2020 was a turning point for Armenians, dividing our perception of time into two different realities, just as in 1915 –– before and after the war. The war and its aftermath have affected every aspect of our lives, deepening our sense of insecurity and confronting us with bleak prospects for the future of our nation, as it did a century ago.
The national awakening and state building process that began in 1991 and was a source of inspiration and unity for Armenians in Armenia, Artsakh and the Diaspora for the last 30 years, in a blink of an eye, was on the verge of collapse. Yet, instead of searching for a way out of the current geopolitical impasse, overcoming the dire consequences of war, and laying the groundwork for a just and dignified peace, the prevailing political narrative in these critical times revolves around the question of who is to blame for the current state of affairs, embodied in the relentless and exhausting finger-pointing of opposing camps. In this regard, it is useful to make some brief remarks on the relationship between the concepts of war and peace.

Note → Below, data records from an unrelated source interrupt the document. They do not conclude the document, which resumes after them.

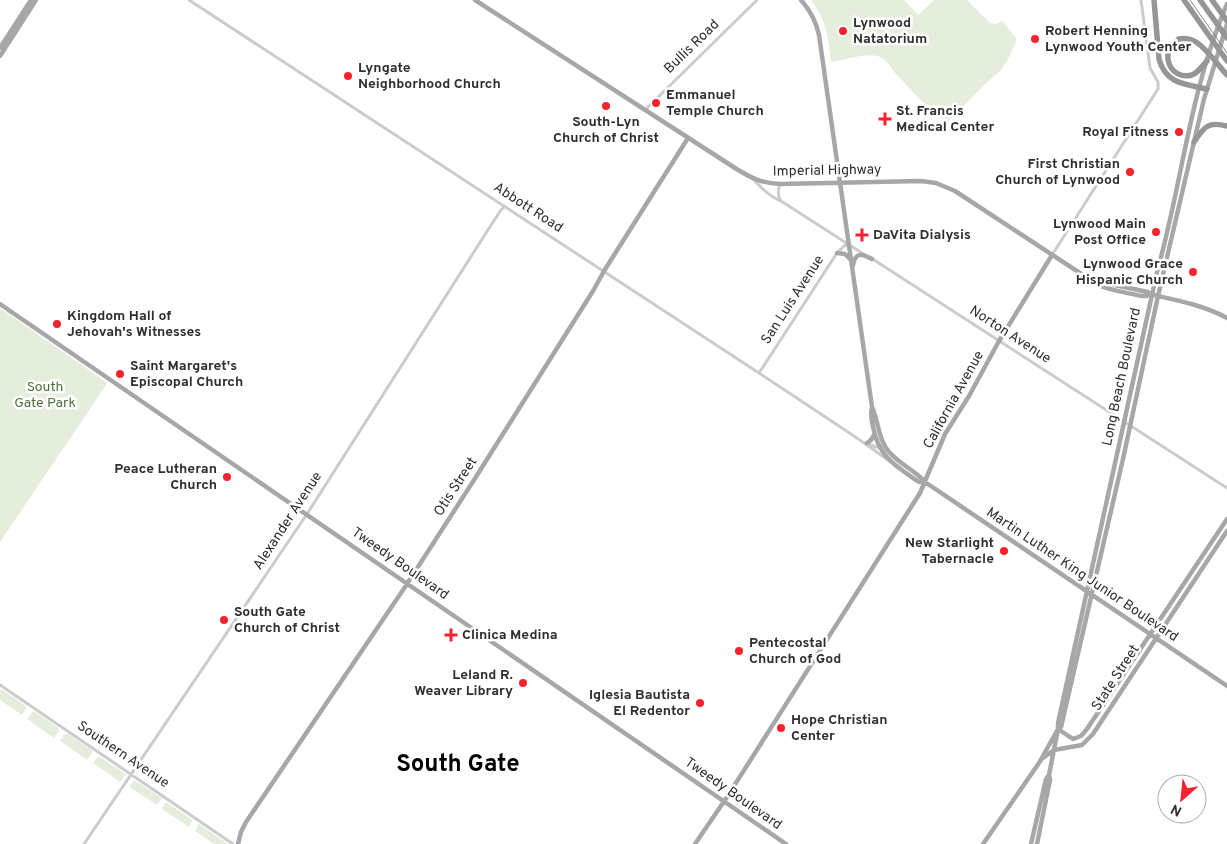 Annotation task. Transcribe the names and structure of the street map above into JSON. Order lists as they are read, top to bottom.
{
  "streets": {
    "main road": [
      "Imperial Highway",
      "Long Beach Boulevard",
      "California Avenue",
      "Otis Street",
      "Tweedy Boulevard",
      "Martin Luther King Junior Boulevard",
      "State Street"
    ],
    "street": [
      "Bullis Road",
      "Abbott Road",
      "San Luis Avenue",
      "Norton Avenue",
      "Alexander Avenue",
      "Southern Avenue"
    ]
  },
  "crossings": [
    ["Bullis Road", "Imperial Highway"],
    ["Imperial Highway", "Norton Avenue"],
    ["Imperial Highway", "Long Beach Boulevard"],
    ["Imperial Highway", "California Avenue"],
    ["Imperial Highway", "Otis Street"],
    ["Imperial Highway", "Martin Luther King Junior Boulevard"],
    ["Abbott Road", "San Luis Avenue"],
    ["Abbott Road", "Otis Street"],
    ["Abbott Road", "Alexander Avenue"],
    ["Abbott Road", "Martin Luther King Junior Boulevard"],
    ["San Luis Avenue", "Norton Avenue"],
    ["San Luis Avenue", "Martin Luther King Junior Boulevard"],
    ["Norton Avenue", "Long Beach Boulevard"],
    ["Norton Avenue", "California Avenue"],
    ["Norton Avenue", "Martin Luther King Junior Boulevard"],
    ["Long Beach Boulevard", "Martin Luther King Junior Boulevard"],
    ["Long Beach Boulevard", "State Street"],
    ["California Avenue", "Tweedy Boulevard"],
    ["California Avenue", "Martin Luther King Junior Boulevard"],
    ["Otis Street", "Tweedy Boulevard"],
    ["Alexander Avenue", "Tweedy Boulevard"],
    ["Alexander Avenue", "Southern Avenue"],
    ["Martin Luther King Junior Boulevard", "State Street"]
  ],
  "districts": ["South Gate"],
  "parks": ["South Gate Park"],
  "places": {
    "other": [
      "Lynwood Natatorium",
      "Robert Henning Lynwood Youth Center",
      "Lyngate Neighborhood Church",
      "Emmanuel Temple Church",
      "South-Lyn Church of Christ",
      "Royal Fitness",
      "First Christian Church of Lynwood",
      "Lynwood Main Post Office",
      "Lynwood Grace Hispanic Church",
      "Kingdom Hall of Jehovah's Witnesses",
      "Saint Margaret's Episcopal Church",
      "Peace Lutheran Church",
      "New Starlight Tabernacle",
      "South Gate Church of Christ",
      "Pentecostal Church of God",
      "Leland R. Weaver Library",
      "Iglesia Bautista El Redentor",
      "Hope Christian Center"
    ],
    "health": ["St. Francis Medical Center", "DaVita Dialysis", "Clinica Medina"]
  },
  "north": "bottom left"
}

Throughout human history, wars have been a constant presence and remain the most effective tool for interaction between states. World history testifies that through organized violence — wars — the political map of the world has evolved with the emergence of new states and the disappearance of old ones. Wars were not waged simply for victory in warfare, but primarily to impose one’s will on the enemy and tailor a peace that best suits the interests of the winning side. This is precisely what Prussian military strategist Carl von Clausewitz had in mind when he said, “war is merely the continuation of policy with other means.” In other words, unless the war is a desperate exercise of self-defense, the purpose of the war is to attain a better peace.
History often shows that victory in warfare does not necessarily lead to a better peace. Napoleon is believed to have won 50 (some historians claim 53) of 58 major military campaigns. Yet, despite being one of the most prominent military commanders and politicians of all time, he lacked a strategic vision for the ultimate goals of the use of force. This led him to lose his “strategic moment”, and he was eventually overthrown. There are many similar examples in world history.

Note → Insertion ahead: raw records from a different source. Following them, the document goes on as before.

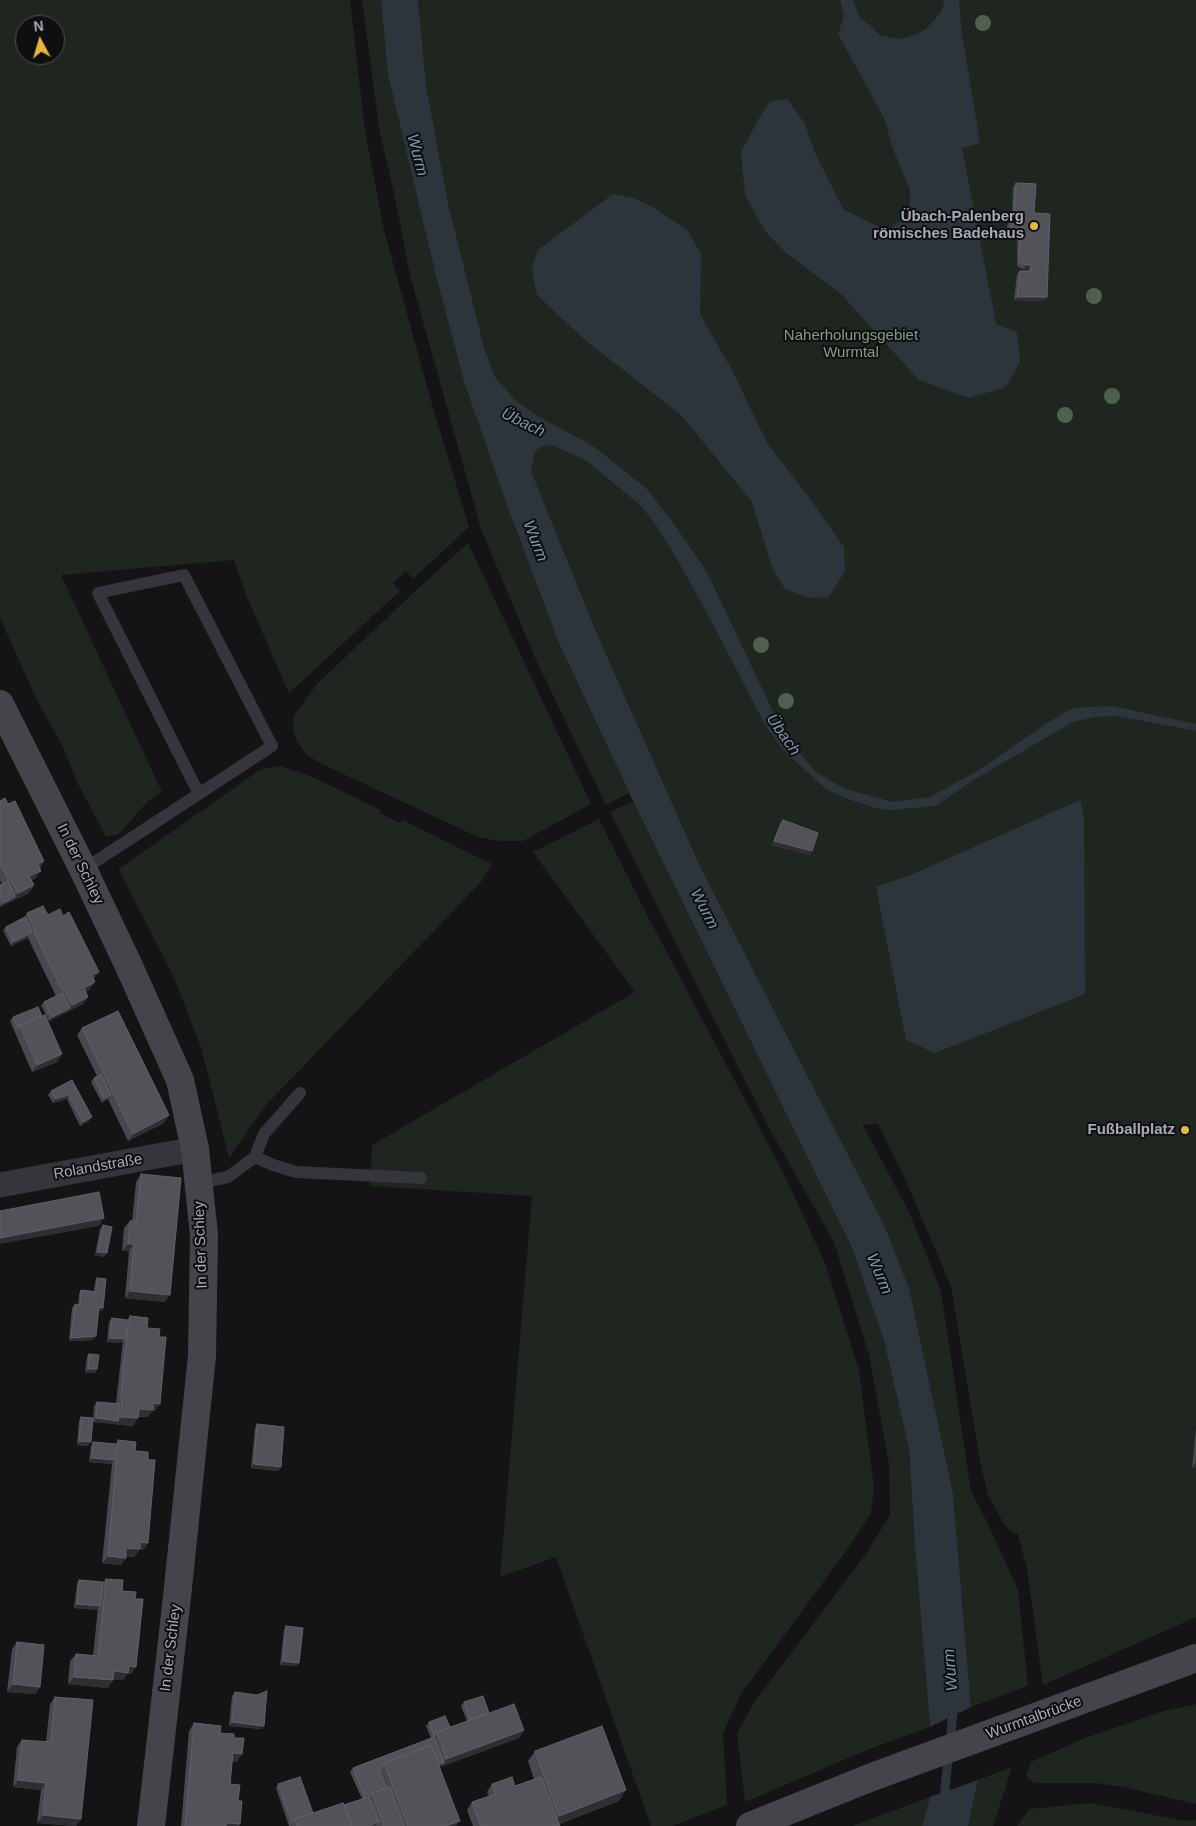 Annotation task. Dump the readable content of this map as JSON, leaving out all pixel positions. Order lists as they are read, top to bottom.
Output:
{
  "streets": {
    "street": ["In der Schley", "Rolandstraße", "Wurmtalbrücke"]
  },
  "crossings": [
    ["In der Schley", "Rolandstraße"]
  ],
  "water": ["Wurm", "Übach"],
  "parks": ["Naherholungsgebiet Wurmtal"],
  "places": ["Übach-Palenberg römisches Badehaus", "Fußballplatz"],
  "north": "top"
}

In addition, the cessation of hostilities and military operations do not signify the end of a war, unless a new status quo is accepted and the conflicting parties sign an agreement proclaiming an era of “new peace”. At this stage, the role of diplomacy is essential and just as important as the role of the military. To paraphrase an Afghan proverb, “The war is over – now the real fighting begins,” because the outcome of the negotiations that follow military action is a key determinant of the peace that is eventually established.
Modern history draws lessons from past war experience and the legacy of peacemaking. Henry Kissinger prioritized the victorious states’ sense of self-restraint around peace talks that ended the Vietnam War. He stated that, “in dealing with the defeated enemy, the victors designing a peace settlement must navigate the transition from the intransigence vital to victory to the conciliation needed to achieve lasting peace.” It is a formula that ensured a durable, almost century-long peace, with only a few exceptions, in Europe after the Congress of Vienna in 1814-1815, in contrast to the mistakes of the Paris Peace Conference and the Treaty of Versailles after the Great War, where Germany was subjected to full capitulation. These mistakes became a harbinger for, and one of the main catalysts, of the Second World War.
Understanding each war requires contextualization. In the current context, the use of force and the threat of force — realpolitik — has once again become the dominant method in international relations. Power politics has consistently swept away the remnants of the post-Cold War status quo and previous security architecture.
While not justifying the fatal mistakes of the Armenian side, Nagorno-Karabakh was just another link in the spiraling logic of the use of force to impose a new world order in the currently expanding world disorder. To withstand the deadly challenges we face today, it is essential to accept the geopolitical reality that surrounds us, as well as our misdeeds and miscalculations, without bias.
Every war ends with peace, but unfortunately, any peace is cyclically interrupted by war. As Immanuel Kant aptly noted, “eternal peace is available only in the grave.” Unlike the victorious powers of 1814, Azerbaijan’s leader does not hide his vision of the so-called peace that he threatens Armenia with, and which is music to the ears of the international community.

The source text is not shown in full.